Additional problems are caused by the effect of “shrinkage overshoot”: Using the MLE, Bob’s verbal IQ is estimated below average (say 99). Yet, introducing the prior (with mean 100), we end up with a shrinkage estimate above average (101), which might be difficult to justify from an applied viewpoint. In general, however, the simulations showed that the size of “shrinkage overshoot” was relatively small, so that it might cause only problems in specific practical cases, wherein the qualitative movement needs some justification.

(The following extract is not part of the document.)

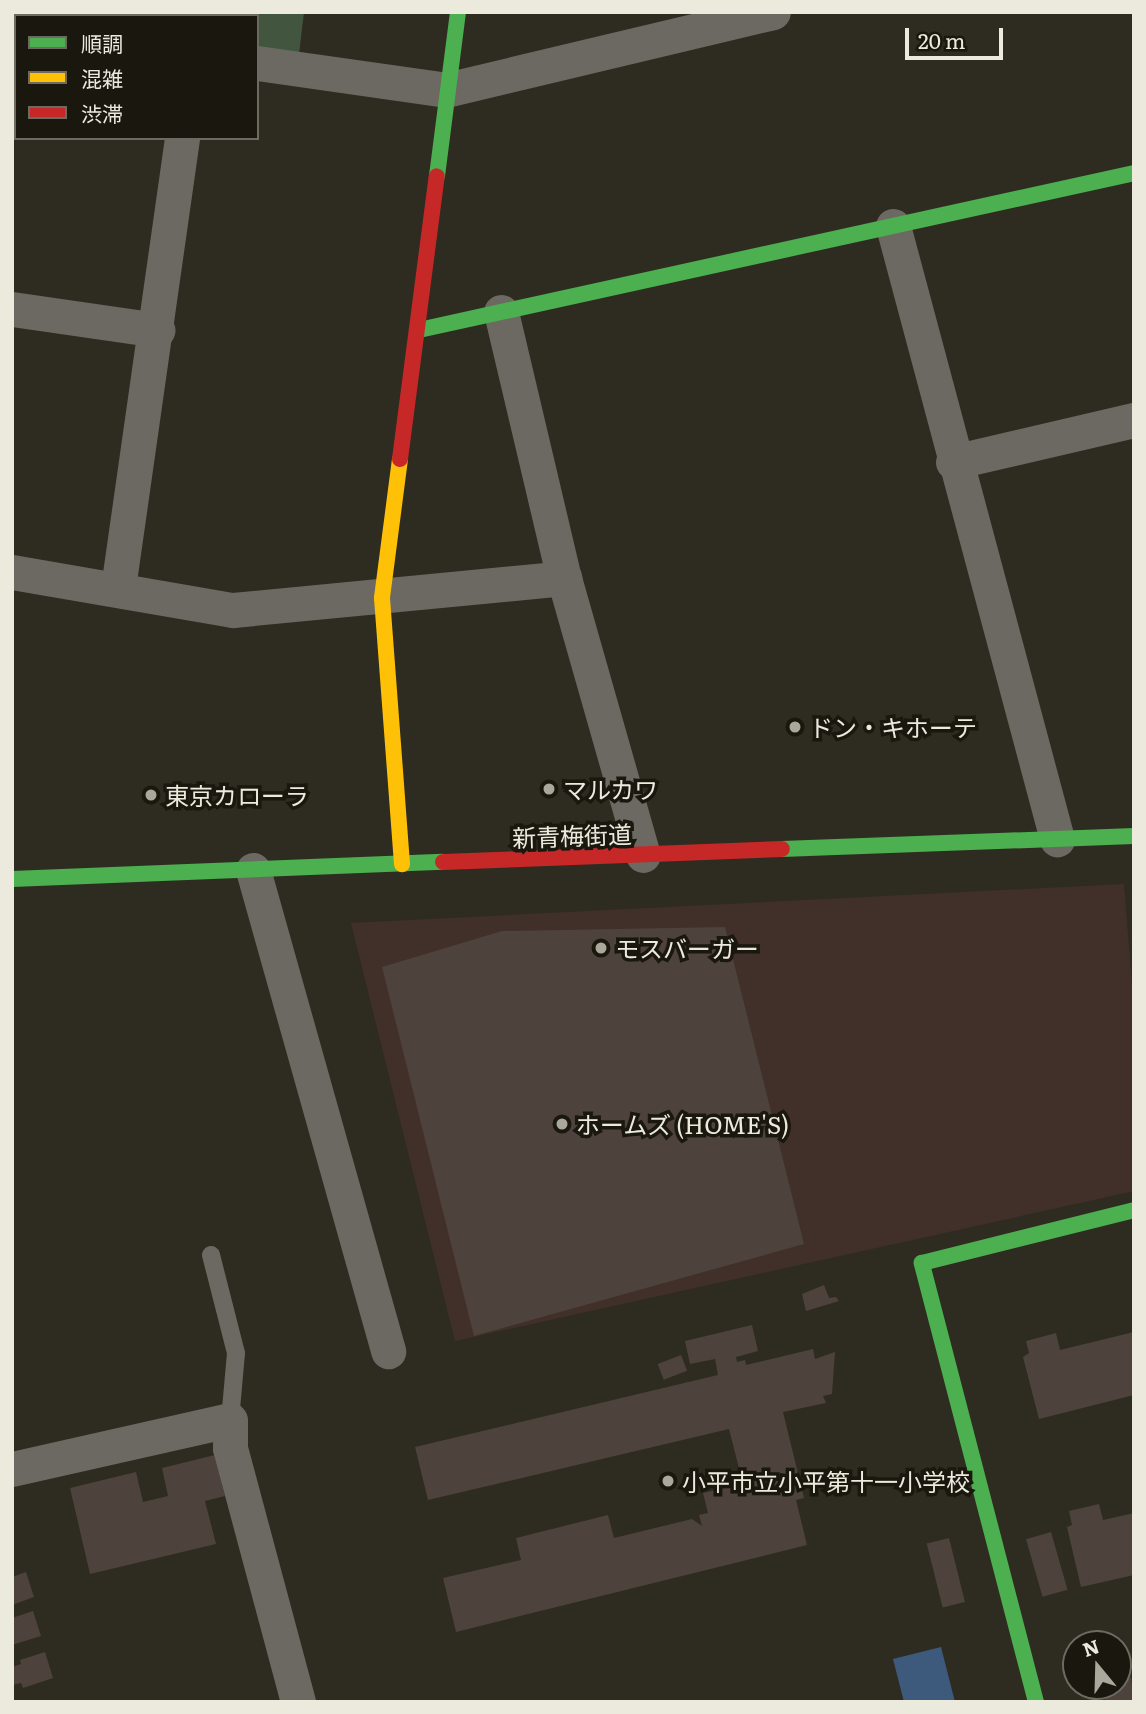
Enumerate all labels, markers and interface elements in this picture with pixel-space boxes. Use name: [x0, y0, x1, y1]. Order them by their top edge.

It can be useful to cast these phenomena in Bayesian terms (following the Bayesian perspective on ridge regression as, for example, described in Hsiang, 1975). In these terms, the amplification effect may be described as follows: Our prior knowledge specifies unrelated factors and abilities drawn from a population with mean zero. Yet, regardless how strict our knowledge is (determined via setting the common prior precision), there will always be some response vector such that some of the test taker’s abilities is inferred larger under this prior than under a flat (improper) prior. Further, shrinkage overshoot may be described as follows: If we have a test taker with an estimate (assuming a flat prior) above average, then introducing the prior knowledge, i.e., assuming the test taker was drawn from a population with mean zero, lowers his/her estimate toward a value below average. Hence, it can be seen that the described effects are somewhat difficult to convey in terms of the usual Bayesian interpretation. We therefore think that the constrained optimization formulation given in Sect. 4 provides a clearer explanation for the described shrinkage effects.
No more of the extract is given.